Age matters. How much it matters depends on your lifetime goals. Do you want to simply have fun and make music for yourself or family? Perhaps you have greater aspirations. In the latter, age matters very much. The window of greatest opportunity begins to open at about the age of two, is fully open between the ages of seven and fifteen and is nearly closed by age twenty-five. Is there a best age to begin?
Here's my personal experience.
I come from a musical family. One distant relative was a Austrian composer and organist in the early eighteenth century, (no one well known). My grandmother was church organist and her mother and father were both violinists and pianists. My great grandmother was also an organist and a pianist. My father, grandmother and great-grandmother had perfect pitch. I inherited this trait. Sadly, all my grandparents died before I was two.
Once when I was three, I watched Tom play Liszt's Hungarian Rhapsody #2 while Jerry dodged the hammers. I didn't know what it was, but I loved it.
Growing up in 1980's America, I felt culturally like a duck out of water. I couldn't identify with the popular music. I was a very sick child, barely able to breathe from asthma. I found solace in my father's stereo, always playing the great classical works. We had a piano, but my parents didn't play, so it was more a piece of furniture than an instument. I never touched it.

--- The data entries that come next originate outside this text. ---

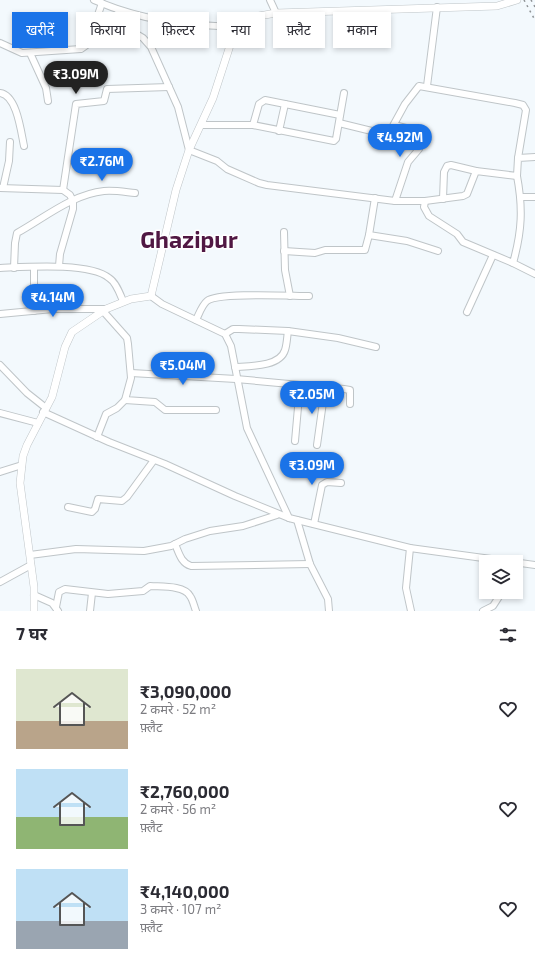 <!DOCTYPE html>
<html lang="hi">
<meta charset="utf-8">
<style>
:root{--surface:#fff;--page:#f7f7f7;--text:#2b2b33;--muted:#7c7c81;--accent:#1a73e8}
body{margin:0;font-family:"Exo 2","Noto Sans Devanagari",sans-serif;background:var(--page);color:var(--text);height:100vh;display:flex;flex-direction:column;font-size:15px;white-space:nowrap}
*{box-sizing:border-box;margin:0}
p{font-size:13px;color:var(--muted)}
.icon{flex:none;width:22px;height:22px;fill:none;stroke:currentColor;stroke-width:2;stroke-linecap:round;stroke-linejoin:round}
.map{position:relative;height:611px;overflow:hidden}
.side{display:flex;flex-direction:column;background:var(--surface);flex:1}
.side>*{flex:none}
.top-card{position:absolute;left:12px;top:12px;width:511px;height:36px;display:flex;gap:8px}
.buttons{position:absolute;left:479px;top:555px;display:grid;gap:8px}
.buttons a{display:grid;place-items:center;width:44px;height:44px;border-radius:0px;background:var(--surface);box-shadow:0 2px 6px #0003;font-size:20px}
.price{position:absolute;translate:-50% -34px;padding:0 9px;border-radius:14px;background:var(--accent);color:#fff;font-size:13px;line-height:26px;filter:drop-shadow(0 1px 2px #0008)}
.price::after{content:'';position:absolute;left:50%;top:24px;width:12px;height:9px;margin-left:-6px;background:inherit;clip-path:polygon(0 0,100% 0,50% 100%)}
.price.selected{background:#222;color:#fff}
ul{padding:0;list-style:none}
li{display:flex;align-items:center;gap:12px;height:100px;padding:0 16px}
li span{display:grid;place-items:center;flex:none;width:112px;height:80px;border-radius:0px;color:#555}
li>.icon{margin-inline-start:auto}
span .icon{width:48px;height:48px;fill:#fffc;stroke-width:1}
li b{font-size:17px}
h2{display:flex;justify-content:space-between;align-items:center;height:48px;padding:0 16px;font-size:17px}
.tag{padding:0 14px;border-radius:0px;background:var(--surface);box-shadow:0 2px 6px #0003;font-size:14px;line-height:36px}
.tag.selected{background:var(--accent);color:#fff}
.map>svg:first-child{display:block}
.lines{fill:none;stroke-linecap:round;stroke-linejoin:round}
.minor-casing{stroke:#bfc5c8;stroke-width:8}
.tertiary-casing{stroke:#bfc5c8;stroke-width:8}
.minor{stroke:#fff;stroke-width:6}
.tertiary{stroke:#fff;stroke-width:7}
.rail{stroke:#8d9194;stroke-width:1.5;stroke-dasharray:2 4;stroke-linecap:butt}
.labels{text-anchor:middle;stroke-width:3;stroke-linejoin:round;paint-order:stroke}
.town-label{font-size:23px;font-weight:bold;fill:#511843;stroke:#fff}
</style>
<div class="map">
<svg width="535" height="611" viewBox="0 0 535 611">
<rect width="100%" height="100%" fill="#f3f9fd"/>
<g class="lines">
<!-- minor casing -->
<g class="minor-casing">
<g id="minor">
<path d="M94,0C142,21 185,25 236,27"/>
<path d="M270,0L276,13"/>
<path d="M118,10L128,29L143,38L151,47L178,107L189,150L217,161L227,169L259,183L267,185L395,201H425L463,196L467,194L476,171L517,176L518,158L535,157"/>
<path d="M0,43L22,53L81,49L88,44L102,3"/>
<path d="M30,53L46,88L48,101"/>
<path d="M427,86L437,7"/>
<path d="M0,93C17,95 21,132 24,146"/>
<path d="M339,123L388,135L405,104L419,86L515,103L523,105L526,110L518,158"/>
<path d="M202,125H253L334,141L336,139L344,93"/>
<path d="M253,125L259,104L265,100L340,115"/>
<path d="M394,125L418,131L421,134L419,149L408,162L395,201"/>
<path d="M279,131L285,104"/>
<path d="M0,188L63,190L70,195L73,201V209L60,254L59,266"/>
<path d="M3,188L9,161L10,142"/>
<path d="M63,190L76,104L104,101L107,89L169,87"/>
<path d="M521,197H535"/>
<path d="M375,198L369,235L407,241L438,251"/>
<path d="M443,199L444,172L447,166L451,165L476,171"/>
<path d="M425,201L424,207L429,216L457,234L463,242L513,263C522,231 523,208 517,176"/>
<path d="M284,232L285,270L290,296"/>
<path d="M284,251L315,253L325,250H365L369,235"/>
<path d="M513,263L535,274"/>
<path d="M34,267V311"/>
<path d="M0,268C25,267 90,262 109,278C116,282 120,294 123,301"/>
<path d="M14,268L15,243L17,233C44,218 73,194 104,191C114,190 125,192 135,193"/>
<path d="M151,296L162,304L225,334L231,346L247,428L289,518L410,548L535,565"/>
<path d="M103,311L127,338L128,344L131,378L125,400L155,402L165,410H216"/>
<path d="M467,312L493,255"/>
<path d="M0,314L53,309H106"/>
<path d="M196,320C199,314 202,305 207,301C218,292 291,296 309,296"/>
<path d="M225,334L233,329H239L288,331L338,338L376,347"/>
<path d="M0,365L27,393L46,408"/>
<path d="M235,367C249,366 280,367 285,350C287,344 287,337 288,331"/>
<path d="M131,373L236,379L344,389L350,390V404"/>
<path d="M43,412L109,442L165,464L235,496L289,518"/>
<path d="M0,413L38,423"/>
<path d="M97,437L106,414L117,408L125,400"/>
<path d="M295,441L300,385"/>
<path d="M317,445L325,388"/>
<path d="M0,472L22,465"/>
<path d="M68,507L92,512L95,509L98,499L122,501L127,497L154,460"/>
<path d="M297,520L310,564L328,599L329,611"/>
<path d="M314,524L322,485L327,482L341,483"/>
<path d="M175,544C179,553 181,563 191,566L310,564"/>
<path d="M410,548L406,588L411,611"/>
<path d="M30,555L76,549L144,551L171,546L185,539L210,531L243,526L277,515"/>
<path d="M0,582L31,565"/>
<path d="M34,595L52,603L58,611"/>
<path d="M56,607L59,592L65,589L108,594L143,591L150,586C160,587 184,585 190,596C193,600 194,606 196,611"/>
<path d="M90,611L92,593"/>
<path d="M483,611L493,606L502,592"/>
</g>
</g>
<!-- tertiary casing -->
<g class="tertiary-casing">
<path id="tertiary" d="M34,611V587L20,483L23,456L27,445L52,397L65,347L72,332L106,309L131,299L151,296L176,190L189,150L213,98L236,27L248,18L276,13L497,6L517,0"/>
</g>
<!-- minor -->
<use href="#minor" class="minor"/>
<!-- tertiary -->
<use href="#tertiary" class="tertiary"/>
<!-- rail -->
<g class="rail">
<path d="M524,0L535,20"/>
<path d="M531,0L535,7"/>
</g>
</g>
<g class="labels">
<!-- town labels -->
<g class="town-label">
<text x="189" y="248">Ghazipur</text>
</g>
</g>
</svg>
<div class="buttons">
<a><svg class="icon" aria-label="layers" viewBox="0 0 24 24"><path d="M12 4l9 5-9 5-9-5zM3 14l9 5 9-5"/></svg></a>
</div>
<b class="price selected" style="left:76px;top:95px">₹3.09M</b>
<b class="price" style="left:400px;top:158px">₹4.92M</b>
<b class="price" style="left:102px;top:182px">₹2.76M</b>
<b class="price" style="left:53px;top:318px">₹4.14M</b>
<b class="price" style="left:183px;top:386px">₹5.04M</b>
<b class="price" style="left:312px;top:415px">₹2.05M</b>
<b class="price" style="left:312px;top:486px">₹3.09M</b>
<div class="top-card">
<a class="tag selected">खरीदें</a>
<a class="tag">किराया</a>
<a class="tag">फ़िल्टर</a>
<a class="tag">नया</a>
<a class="tag">फ़्लैट</a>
<a class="tag">मकान</a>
</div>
</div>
<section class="side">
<h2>7 घर<svg class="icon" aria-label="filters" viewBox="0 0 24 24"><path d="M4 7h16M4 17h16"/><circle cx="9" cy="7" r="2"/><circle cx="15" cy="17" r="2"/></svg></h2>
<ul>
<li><span style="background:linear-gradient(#dfe7d0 65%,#b9a48a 0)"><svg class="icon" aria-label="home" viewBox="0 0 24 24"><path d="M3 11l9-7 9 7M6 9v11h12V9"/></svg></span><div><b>₹3,090,000</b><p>2 कमरे · 52 m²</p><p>फ़्लैट</p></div><svg class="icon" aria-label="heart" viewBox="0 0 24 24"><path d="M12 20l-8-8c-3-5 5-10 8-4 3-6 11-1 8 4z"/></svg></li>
<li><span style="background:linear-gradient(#bfe0f5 60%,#8fb573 0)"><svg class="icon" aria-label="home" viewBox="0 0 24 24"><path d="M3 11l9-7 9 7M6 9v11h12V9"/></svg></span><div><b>₹2,760,000</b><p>2 कमरे · 56 m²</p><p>फ़्लैट</p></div><svg class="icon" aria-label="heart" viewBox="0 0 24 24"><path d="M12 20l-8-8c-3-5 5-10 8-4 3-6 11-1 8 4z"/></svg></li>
<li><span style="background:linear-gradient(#bfe0f5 65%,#9aa5b1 0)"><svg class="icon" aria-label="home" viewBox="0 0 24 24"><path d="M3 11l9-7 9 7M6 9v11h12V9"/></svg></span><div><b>₹4,140,000</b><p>3 कमरे · 107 m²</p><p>फ़्लैट</p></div><svg class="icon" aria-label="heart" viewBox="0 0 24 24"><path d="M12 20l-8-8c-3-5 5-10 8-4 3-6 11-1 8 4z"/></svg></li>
</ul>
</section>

I learned to read music when I was 7 (I played the trumpet and the recorder for a couple years, just kid's stuff). Only at 13 did I show an interest in playing the piano. One day, I cracked open the lid of the old Wurlitzer, which hadn't been tuned in twenty-five years. The sound was awful, I could get a tri-tone by playing one key! After much begging, my parents bought a new piano, the clattering Wurlitzer was replaced with a very nice upright. I was in heaven.

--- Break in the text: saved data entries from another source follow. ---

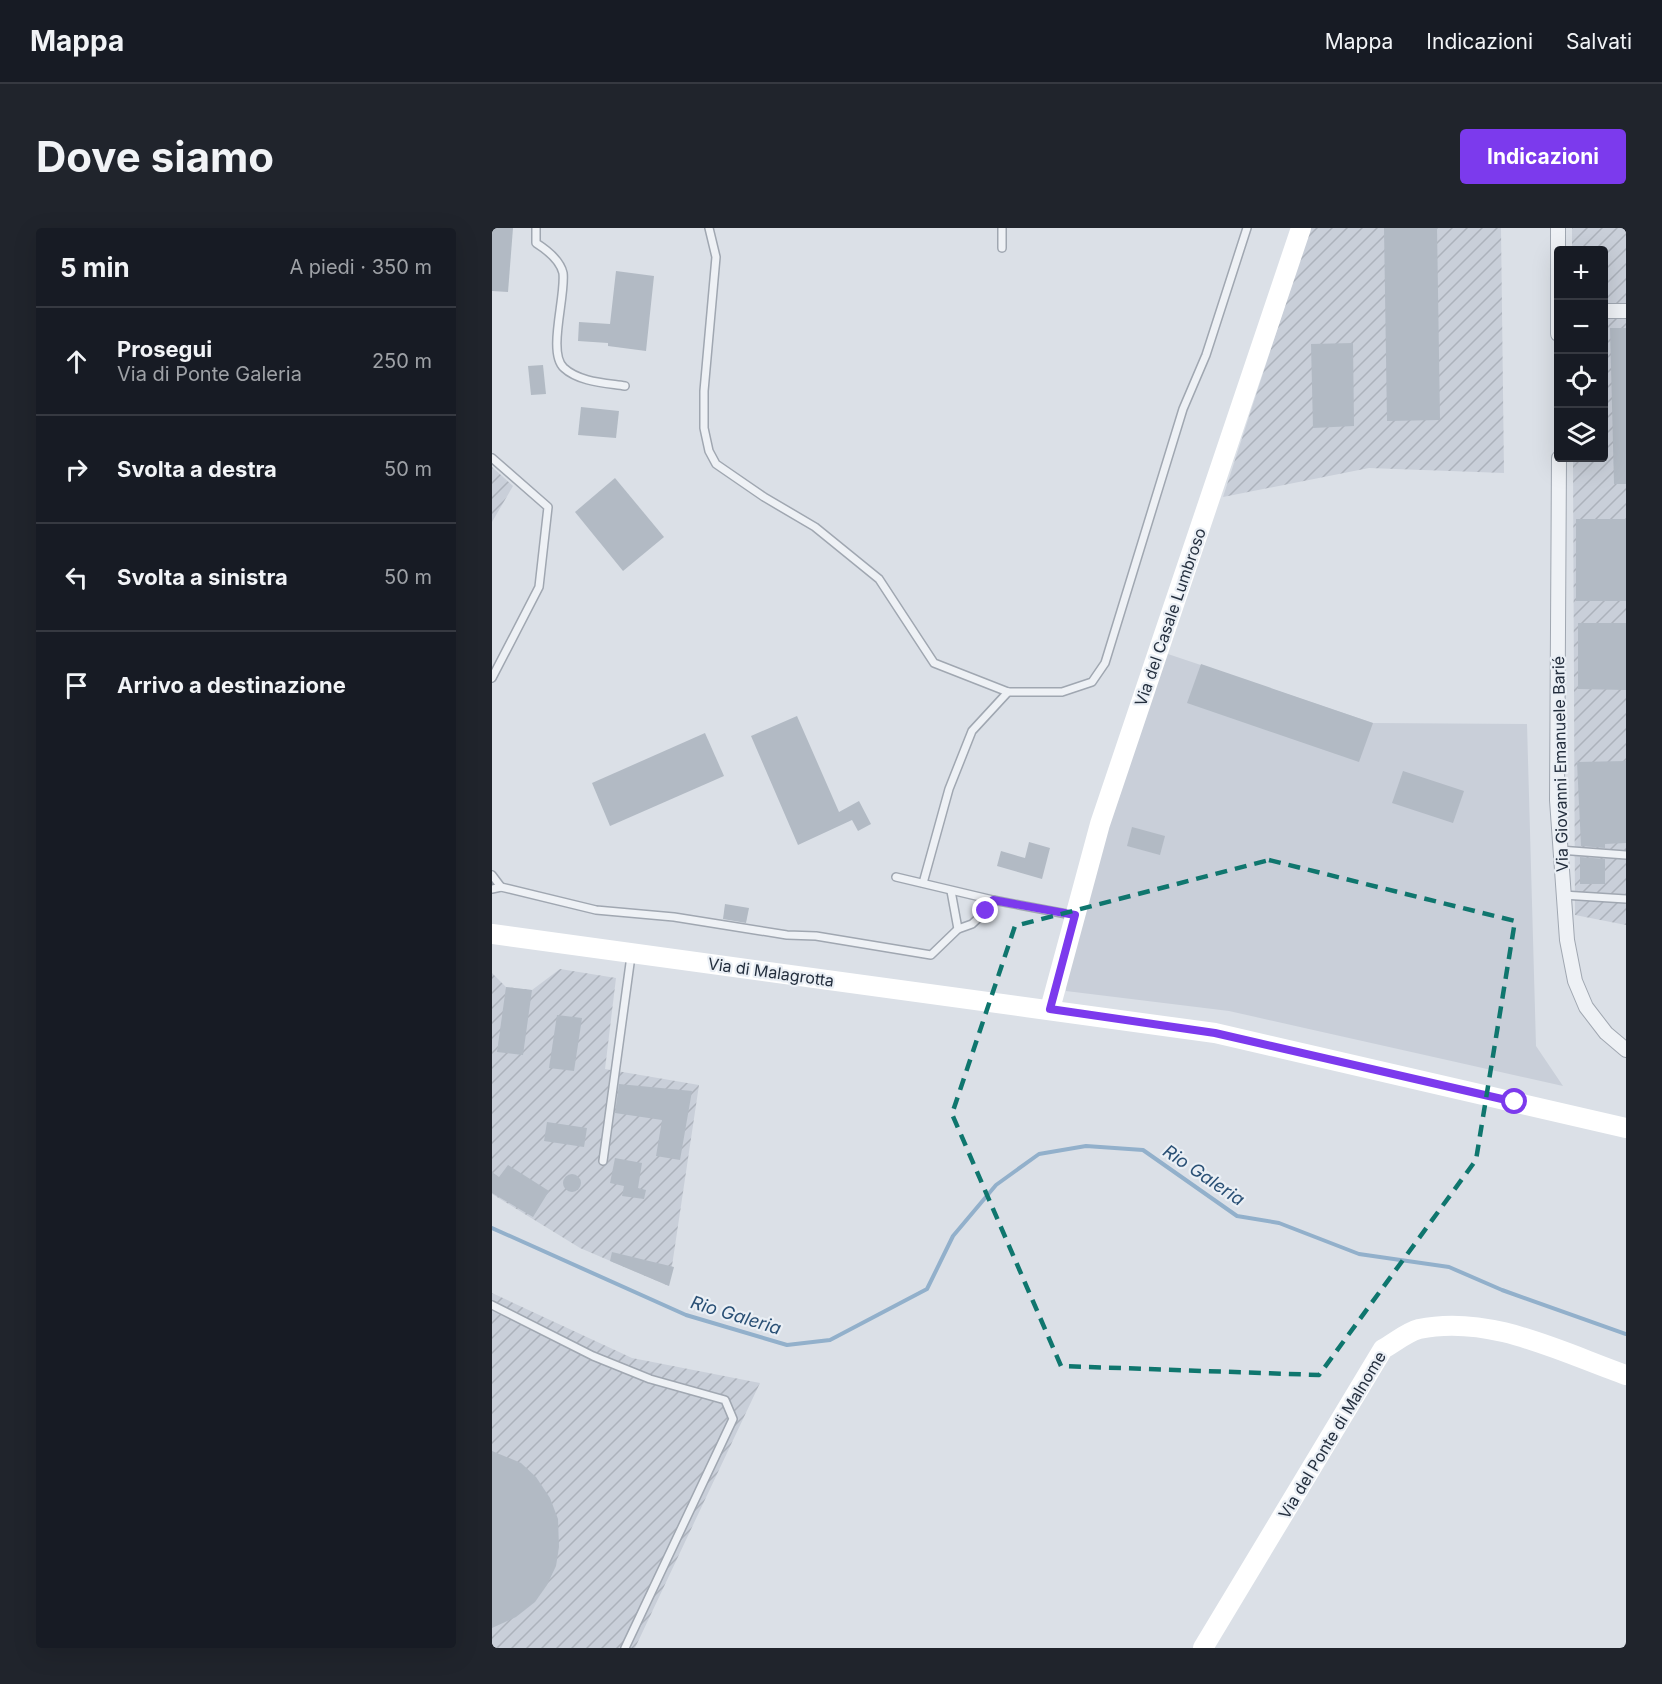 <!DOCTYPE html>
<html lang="it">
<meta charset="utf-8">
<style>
body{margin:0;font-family:Inter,sans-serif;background:#20242c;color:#f1f3f6}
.controls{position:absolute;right:18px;top:18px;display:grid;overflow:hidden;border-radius:6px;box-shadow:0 6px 24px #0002}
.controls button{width:54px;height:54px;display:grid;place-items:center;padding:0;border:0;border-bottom:2px solid #363941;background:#171b24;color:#f1f3f6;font:30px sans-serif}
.stop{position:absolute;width:18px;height:18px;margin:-14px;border:4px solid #7c3aed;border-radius:50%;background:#fff}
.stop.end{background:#7c3aed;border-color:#fff;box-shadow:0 2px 6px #0008}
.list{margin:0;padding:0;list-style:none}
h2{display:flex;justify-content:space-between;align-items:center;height:78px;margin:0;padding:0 24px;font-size:26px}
h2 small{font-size:20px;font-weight:400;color:#9ea1a6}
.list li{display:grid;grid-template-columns:39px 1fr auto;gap:18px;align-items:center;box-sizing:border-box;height:108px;padding:0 24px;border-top:2px solid #363941}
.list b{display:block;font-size:22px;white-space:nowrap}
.list p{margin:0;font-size:20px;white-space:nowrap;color:#9ea1a6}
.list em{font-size:20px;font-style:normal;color:#9ea1a6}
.icon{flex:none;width:33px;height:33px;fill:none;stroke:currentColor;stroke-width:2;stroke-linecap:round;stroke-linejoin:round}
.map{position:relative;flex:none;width:1134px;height:1420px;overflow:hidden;border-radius:6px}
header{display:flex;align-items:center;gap:36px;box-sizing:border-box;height:84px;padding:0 30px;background:#171b24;border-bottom:2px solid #363941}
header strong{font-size:28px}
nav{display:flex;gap:33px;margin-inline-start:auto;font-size:21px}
.intro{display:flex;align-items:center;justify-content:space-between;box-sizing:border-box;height:144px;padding:0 36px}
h1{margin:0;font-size:42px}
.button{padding:15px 27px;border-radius:6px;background:#7c3aed;color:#fff;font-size:21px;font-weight:700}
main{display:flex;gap:36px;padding:0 36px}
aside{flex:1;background:#171b24;border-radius:6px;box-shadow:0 6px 24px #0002}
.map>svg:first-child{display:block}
</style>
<header>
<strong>Mappa</strong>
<nav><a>Mappa</a><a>Indicazioni</a><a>Salvati</a></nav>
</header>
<div class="intro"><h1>Dove siamo</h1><a class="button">Indicazioni</a></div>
<main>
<aside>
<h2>5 min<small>A piedi · 350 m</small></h2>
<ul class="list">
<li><svg class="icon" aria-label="ahead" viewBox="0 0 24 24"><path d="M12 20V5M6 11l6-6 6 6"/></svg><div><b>Prosegui</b><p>Via di Ponte Galeria</p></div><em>250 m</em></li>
<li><svg class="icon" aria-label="right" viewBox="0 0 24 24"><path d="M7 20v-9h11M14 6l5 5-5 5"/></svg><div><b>Svolta a destra</b></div><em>50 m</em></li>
<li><svg class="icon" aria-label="left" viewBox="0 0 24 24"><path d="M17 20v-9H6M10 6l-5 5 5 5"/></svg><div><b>Svolta a sinistra</b></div><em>50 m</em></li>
<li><svg class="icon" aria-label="arrive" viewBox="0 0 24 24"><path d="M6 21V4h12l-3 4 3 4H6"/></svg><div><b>Arrivo a destinazione</b></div></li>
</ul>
</aside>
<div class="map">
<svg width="1134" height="1420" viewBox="0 0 1134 1420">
<defs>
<pattern id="industrial-furrows" width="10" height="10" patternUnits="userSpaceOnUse" patternTransform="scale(1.5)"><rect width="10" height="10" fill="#c9cfd9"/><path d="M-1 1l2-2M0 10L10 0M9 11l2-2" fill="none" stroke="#acb2bb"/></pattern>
</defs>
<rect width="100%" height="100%" fill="#dbe0e7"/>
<polygon fill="#c9cfd9" points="673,425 881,495 1035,496 1044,818 1071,858 737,783 574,763 573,751 627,564"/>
<g fill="url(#industrial-furrows)">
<polygon points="818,0 1009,0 1012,245 877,240 731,269"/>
<polygon points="1080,0 1134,0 1134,697 1083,687 1081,230 1112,230 1112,22 1080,22"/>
<polygon points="0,239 21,258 0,294"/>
<polygon points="68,741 124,750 113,841 207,857 177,1058 88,1020 0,966 0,745 14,759 40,762"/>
<polygon points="0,1065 140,1130 268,1155 143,1420 0,1420"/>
</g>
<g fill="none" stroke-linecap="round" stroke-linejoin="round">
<polyline stroke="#92b0cb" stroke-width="4" points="0,1000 194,1087 295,1117 338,1112 435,1061 461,1008 504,957 547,926 594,918 651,922 745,988 787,995 867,1026 957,1039 1010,1062 1134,1106"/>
</g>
<g fill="#b2bac4">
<polygon points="0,0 21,0 16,64 0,63"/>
<polygon points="892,0 945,0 948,192 895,193"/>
<polygon points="124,43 162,48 154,123 116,118 116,115 86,113 87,94 118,96"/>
<polygon points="1118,100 1134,100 1134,256 1122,256"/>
<polygon points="861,115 862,198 821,200 819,116"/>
<polygon points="51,137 54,166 39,167 36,138"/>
<polygon points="89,179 127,183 124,210 86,207"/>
<polygon points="123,250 172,309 131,343 83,284"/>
<rect x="1084" y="291" width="50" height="82"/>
<polygon points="1086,395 1134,395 1134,462 1086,461"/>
<polygon points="709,436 881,495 867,534 695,475"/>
<polygon points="305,488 347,584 367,573 379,596 366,603 360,592 306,617 259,508"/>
<polygon points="213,505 232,548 118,598 100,555"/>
<polygon points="1134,533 1134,615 1113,616 1113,620 1089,618 1085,534"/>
<polygon points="911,543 972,563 961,595 900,575"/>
<polygon points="640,599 673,608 668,627 635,618"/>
<polygon points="537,614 558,620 550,651 505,638 509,623 533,630"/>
<polygon points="1088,629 1113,631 1113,656 1088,656"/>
<polygon points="233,676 257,680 254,695 231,691"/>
<polygon points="14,759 40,762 31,827 5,824"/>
<polygon points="65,787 90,790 82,843 57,840"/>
<polygon points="127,856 200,863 188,932 164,928 170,892 123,885"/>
<polygon points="55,894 95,900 92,919 52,913"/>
<polygon points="123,930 150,935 146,960 154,962 152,971 130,968 132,958 118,955"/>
<polygon points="16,937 57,963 41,989 0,965 0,944 7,949"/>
<circle cx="80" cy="955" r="9"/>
<polygon points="120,1024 182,1039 177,1058 118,1033"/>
<polygon points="0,1223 29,1235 44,1249 58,1270 66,1291 67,1319 64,1338 55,1357 43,1374 24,1389 0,1400"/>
</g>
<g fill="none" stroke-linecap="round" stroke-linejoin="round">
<g stroke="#a0a7b1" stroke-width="10">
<g id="lane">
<path d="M44,0V15C55,22 68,32 71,45C74,68 55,125 72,140C87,154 114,155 133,158"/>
<polyline points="217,0 224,29 212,163 212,200 217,223 224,236 272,269 323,299 387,351 442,435 516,464 570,464 600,454 613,435 691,181 714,127 755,0"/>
<polyline points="510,20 510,0"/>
<polyline points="0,230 56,279 47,359 0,450"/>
<polyline points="1067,622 1134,627"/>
<polyline points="0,647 9,659"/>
<polyline points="404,649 501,672 580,687"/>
<polyline points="431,655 457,561 480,503 516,464"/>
<polyline points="0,661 9,659 104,682 182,689 295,707 324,708 439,727 466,701 480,696 494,683 501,672"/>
<polyline points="459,663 466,701"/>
<polyline points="1071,667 1134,671"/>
<polyline points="111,933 139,728"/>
<polyline points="0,1077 101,1128 158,1151 233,1172 241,1191 133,1420"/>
</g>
</g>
<g stroke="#a0a7b1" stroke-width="16">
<g id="street">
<polyline points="1066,0 1066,106"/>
<polyline points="1112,83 1134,83"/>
<polyline points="1067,230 1065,572 1075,712 1083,753 1094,779 1114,805 1134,822"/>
</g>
</g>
<use href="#lane" stroke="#eef1f5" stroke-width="7"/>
<use href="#street" stroke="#eef1f5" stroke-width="14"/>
<g stroke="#fff" stroke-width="20">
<polyline points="0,706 723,805 1134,900"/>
<polyline points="558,781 608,596 809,0"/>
<path d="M711,1420L891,1121C902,1115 915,1104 927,1101C997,1086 1069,1124 1134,1147"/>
</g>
</g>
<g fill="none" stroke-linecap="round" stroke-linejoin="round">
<polyline stroke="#7c3aed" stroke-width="8" points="494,683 501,672 583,687 558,781 723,805 1023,874"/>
</g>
<path fill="none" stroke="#0f766e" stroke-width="4.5" stroke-dasharray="12 8" stroke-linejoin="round" d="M777,632L1023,693L984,932L827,1147L569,1138L460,886L523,698Z"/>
<g text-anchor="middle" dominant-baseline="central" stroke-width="4.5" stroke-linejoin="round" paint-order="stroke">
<g font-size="16" fill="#242f3e" stroke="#eaeff5">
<text transform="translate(678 389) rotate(-71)">Via del Casale Lumbroso</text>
<text transform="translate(1068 536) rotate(-91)">Via Giovanni Emanuele Barié</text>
<text transform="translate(279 744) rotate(8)">Via di Malagrotta</text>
<text transform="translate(840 1207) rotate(-59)">Via del Ponte di Malnome</text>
</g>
<g font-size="18" font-style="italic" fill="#2a5075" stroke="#eaeff5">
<text transform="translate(712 947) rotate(34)">Rio Galeria</text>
<text transform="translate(244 1087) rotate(17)">Rio Galeria</text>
</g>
</g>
</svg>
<div class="controls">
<button>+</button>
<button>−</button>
<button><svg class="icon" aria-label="locate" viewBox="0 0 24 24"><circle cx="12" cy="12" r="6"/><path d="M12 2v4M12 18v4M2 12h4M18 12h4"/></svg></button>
<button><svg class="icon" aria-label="layers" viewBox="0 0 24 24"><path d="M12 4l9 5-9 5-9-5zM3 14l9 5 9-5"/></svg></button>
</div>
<div class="stop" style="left:1023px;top:874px"></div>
<div class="stop end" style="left:494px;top:683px"></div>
</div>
</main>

On the piano, I was somewhat of a prodigy or at least precocious. Before I started lessons, I had learned the first movement of Moonlight Sonata and Fur Elise and was attempting Chopin's "Raindrop Prelude". Having learned to read music only in the most basic way, I could barely make sense of the scores. My will was strong. After one year of lessons I played Maple Leaf Rag, Mozart's easy C major sonata and a complete Beethoven Sonata well.
Now, 13 years later, (in good health, thank God!) I've learned 26 Beethoven Sonatas, most of Mozart's Sonatas and about a half of what Chopin wrote, lots of Bach too, only recently adding piano concertos to my repertoire. At the age of 27, I'm improving very rapidly, both technically and especially artistically. I refuse to call myself a virtuoso, it just seems so egotistical, not to mention beside the point.
Had I started at a younger age, I would most definitely be a professional concert artist by now. God only knows where I'd be. It begs the question, "should parents force a talented child to take lessons at five, when musical aptitude is obvious but the will to practice is none?" NEVER!!! Forcing could instill a lifelong disdain of the instrument. That would be a far greater handicap than the one of starting later. If any parents out there have a talented young child, concentrate on letting him be expressive without making a contest of it. The artist who starts late should have no regrets. Do not equate artistry with virtuosity. Artistry is the goal, or (unfortunately) in many cases, it should be. In my opinion, virtuosity is simply a side effect of artistry combined with hard work and should not be a goal in isolation.
A pianist's full potential can only sometimes be realized starting at a late age. I don't mean to say "don't start to play the piano if you're not a little kid". Never say, "never." Anything is possible. Just be realistic, don't assign limits to your potential and most of all have fun!
The piano can give joy to anyone who enjoys it. Is that not the point? How easily we forget.